Work order
Each line of the listing that includes the string "rows" needs to be located and copied.

Data excerpts
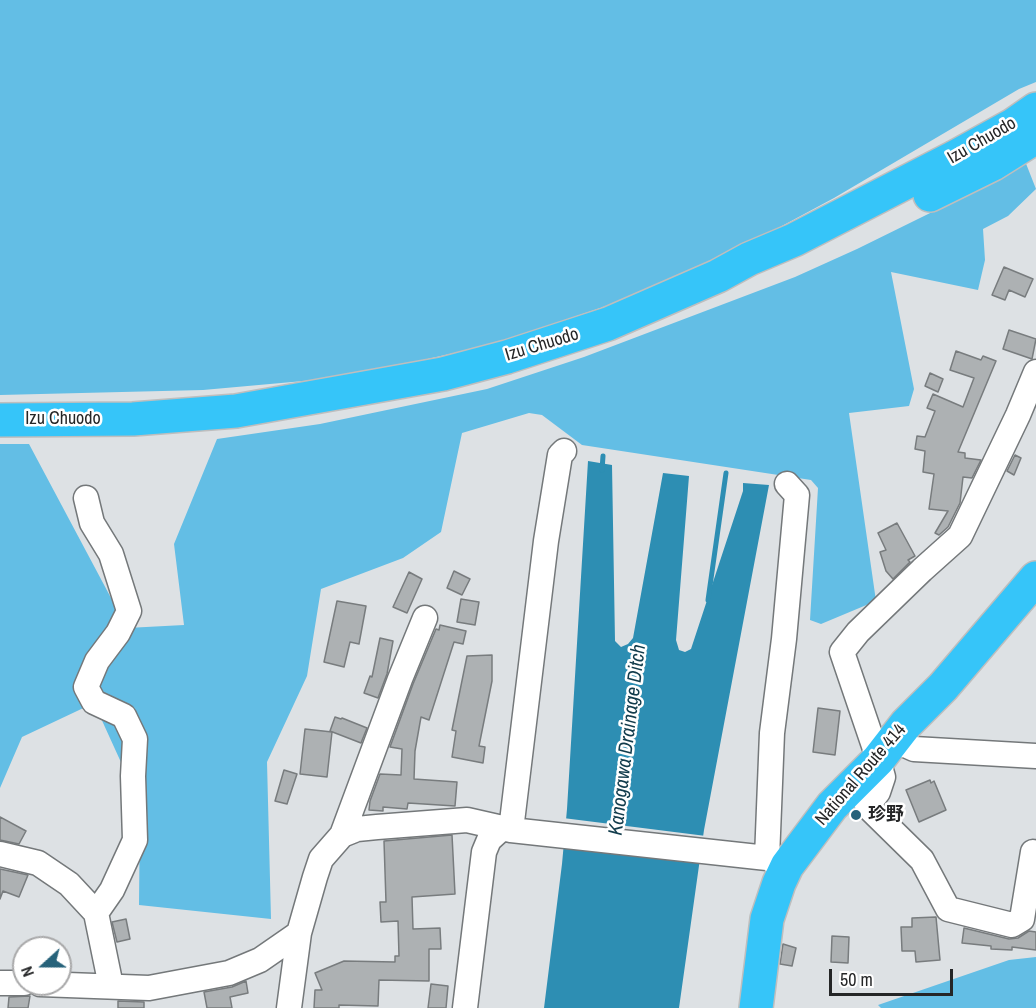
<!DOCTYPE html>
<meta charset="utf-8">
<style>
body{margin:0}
#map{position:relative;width:1036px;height:1008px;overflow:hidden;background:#dde1e4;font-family:"Archivo Narrow",sans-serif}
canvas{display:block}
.north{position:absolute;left:12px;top:936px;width:60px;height:60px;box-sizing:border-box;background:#fff;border:2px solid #a8a8a9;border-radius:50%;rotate:249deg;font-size:16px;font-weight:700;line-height:24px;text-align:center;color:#252627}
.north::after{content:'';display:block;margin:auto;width:21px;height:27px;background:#26627a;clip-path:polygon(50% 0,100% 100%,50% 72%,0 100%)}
.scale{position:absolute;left:829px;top:969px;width:124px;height:27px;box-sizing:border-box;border:3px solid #252627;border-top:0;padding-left:8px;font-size:18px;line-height:21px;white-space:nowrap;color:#252627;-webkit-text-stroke:4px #fff;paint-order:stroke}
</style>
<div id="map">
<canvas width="1036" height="1008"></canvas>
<div class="north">N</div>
<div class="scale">50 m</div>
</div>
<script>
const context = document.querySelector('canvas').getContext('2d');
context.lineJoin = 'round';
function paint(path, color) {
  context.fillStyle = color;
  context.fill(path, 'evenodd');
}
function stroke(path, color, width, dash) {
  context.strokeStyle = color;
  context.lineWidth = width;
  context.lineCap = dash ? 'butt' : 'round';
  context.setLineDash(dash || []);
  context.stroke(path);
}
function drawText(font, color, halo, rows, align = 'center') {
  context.font = font + ' "Archivo Narrow","Noto Sans JP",sans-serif';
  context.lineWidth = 5;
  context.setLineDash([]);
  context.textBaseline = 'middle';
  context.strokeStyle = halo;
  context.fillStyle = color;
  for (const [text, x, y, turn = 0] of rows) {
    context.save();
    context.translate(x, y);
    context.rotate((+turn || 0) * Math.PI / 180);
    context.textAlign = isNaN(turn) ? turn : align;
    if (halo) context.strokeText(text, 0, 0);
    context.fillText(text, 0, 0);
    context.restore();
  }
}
paint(new Path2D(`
 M0,0H1036V82L1019,89L834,198L754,241L618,302L494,344L348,377L203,390L0,395Z
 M1025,161L1036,189L1008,216L983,229L985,260L978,290L891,272L914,389L909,406L849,413L876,601L821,624L810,620L818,488L811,480L582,445L542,415L529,413L462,433L441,532L403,558L321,589L307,676L267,762L271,919L139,905L140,804L94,703L22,737L0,788V444H29L127,628L184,625L174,544L217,439L320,424L487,389L584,357L795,277L857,249L983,187Z
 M1036,957V1008H881L878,1005L1009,960Z`), '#63bee5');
paint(new Path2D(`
 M588,461L612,465L615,641L621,647L628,644L633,638L663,473L689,476L676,640L679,650L685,652L691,649L743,491V483L769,485L704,830L679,1008H544L562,864L567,809Z`), '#2d8eb3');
paint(new Path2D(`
 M563,818L706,836L703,860L561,842Z`), '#dde1e4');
stroke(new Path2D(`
 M602,470L603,456
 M708,600L726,473`), '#2d8eb3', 5);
const building = new Path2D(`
 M1004,267L1033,279L1025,297L1009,290L1005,300L992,295Z
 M1009,330L1036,339L1032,359L1003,349Z
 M956,351L981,360L983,356L996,361L958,452L965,453V458L981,460L972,478L963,477L960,503L948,527L939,535L935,533L948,511L929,509L934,474L923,472L925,451L915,449L917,436L925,437L935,411L927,408L933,394L963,407L974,378L950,370Z
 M930,373L943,379L938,392L925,386Z
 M1015,455L1021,458L1014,475L1007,471Z
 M897,523L915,556L908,560L910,562L893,579L886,571L880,552L886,550L878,533Z
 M454,571L470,579L462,595L447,588Z
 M409,572L422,579L407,613L393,607Z
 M461,599L479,602L475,625L457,622Z
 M337,601L366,606L359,644L350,642L344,667L324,662Z
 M440,625L466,631L463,644L454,642L429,720L421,717L415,751L414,779L457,782L455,806L408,803L407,809L383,807V811L369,810L370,801L380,774L401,775L402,749L390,747L413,684L436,629L439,630Z
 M380,638L393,641L387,674L378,698L364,693L370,676L372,677Z
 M492,655V681L479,746L485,747L483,763L452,757L456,731L452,730L467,656Z
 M818,708L840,711L835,755L813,752Z
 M335,717L341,719L342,718L367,728L361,743L330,731Z
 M305,729L332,732L327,777L300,774Z
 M284,770L297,774L287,804L275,801Z
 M930,780L931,783L934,781L946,810L919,822L906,790Z
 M0,817L26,831L19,844L0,840Z
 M452,835L455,894L412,897L413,929L440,928L441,949H429V981L379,980L378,1006L339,1005V1008H314L315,990H322L315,973L344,961L395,962V956H399L398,921L381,922L380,902H386L384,841Z
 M0,869L28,875L19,897L3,891L0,899Z
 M936,917L940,960L916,962L915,951H902L901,927H912V918Z
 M126,919L130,939L117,942L112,922Z
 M964,928L1009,939L1018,938L1029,931L1036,932V950L1012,947V950L991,949V946L962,943Z
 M832,936L849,937L848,963L831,962Z
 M783,944L796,948L792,966L780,964Z
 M246,981L248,993L230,997L232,1008H207L204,992L232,987Z
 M431,984L448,986L446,1008H428Z
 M30,996L28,1008H8L9,997Z
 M118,1001L144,1002V1008H118Z`);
paint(building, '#adb1b3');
stroke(building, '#787c7e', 1.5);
const minor = new Path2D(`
 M86,498L92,523L111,554L129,611L118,633L97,661L86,687L94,702L124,716L135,739L133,776L135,840L112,890L96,913L111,986
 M894,740L914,749L1036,756
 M511,830L546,541L560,455L564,451
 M342,835L357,829L377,827L467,820L511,830L767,858L787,866
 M1033,852L1022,919L1012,925L948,909L922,860L867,806L878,792L883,777L874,746L842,652L858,632L922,570L960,536L1018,415L1036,372
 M0,854L38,863L69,884L96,913
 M767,858L772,733L784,639L797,495L787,484
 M0,983H24
 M40,984L149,988L229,973L260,960L299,933
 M289,1008L299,933L315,877L321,859L342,835L400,679L425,618
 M465,1008L484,852L489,840L501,829`);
const highway = new Path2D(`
 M930,195L993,164L1036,137
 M0,420L133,419L236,411L443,374L507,357L608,324L718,276L749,259L794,240L955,157L1013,125L1036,109
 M756,1008L767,919L779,883L787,866L832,806L878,760L906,724L943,687L1036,578`);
stroke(minor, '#74787a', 27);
stroke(highway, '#bebebe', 36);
stroke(minor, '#fff', 24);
stroke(highway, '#36c5f9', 33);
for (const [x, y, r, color] of [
 [856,815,6,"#26627a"]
]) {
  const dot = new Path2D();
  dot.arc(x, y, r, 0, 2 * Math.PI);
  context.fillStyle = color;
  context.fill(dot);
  stroke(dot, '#fff', 2);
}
drawText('18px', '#252627', '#fff', [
 ["Izu Chuodo",982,141,-30],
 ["Izu Chuodo",542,345,-17],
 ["Izu Chuodo",63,419],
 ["National Route 414",861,775,-49]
]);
drawText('bold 18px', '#252627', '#fff', [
 ["珍野",868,815]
], 'left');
drawText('italic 20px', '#123c4c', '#fff', [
 ["Kanogawa Drainage Ditch",628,740,-83]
]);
</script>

Result of this exercise
function drawText(font, color, halo, rows, align = 'center') {
  for (const [text, x, y, turn = 0] of rows) {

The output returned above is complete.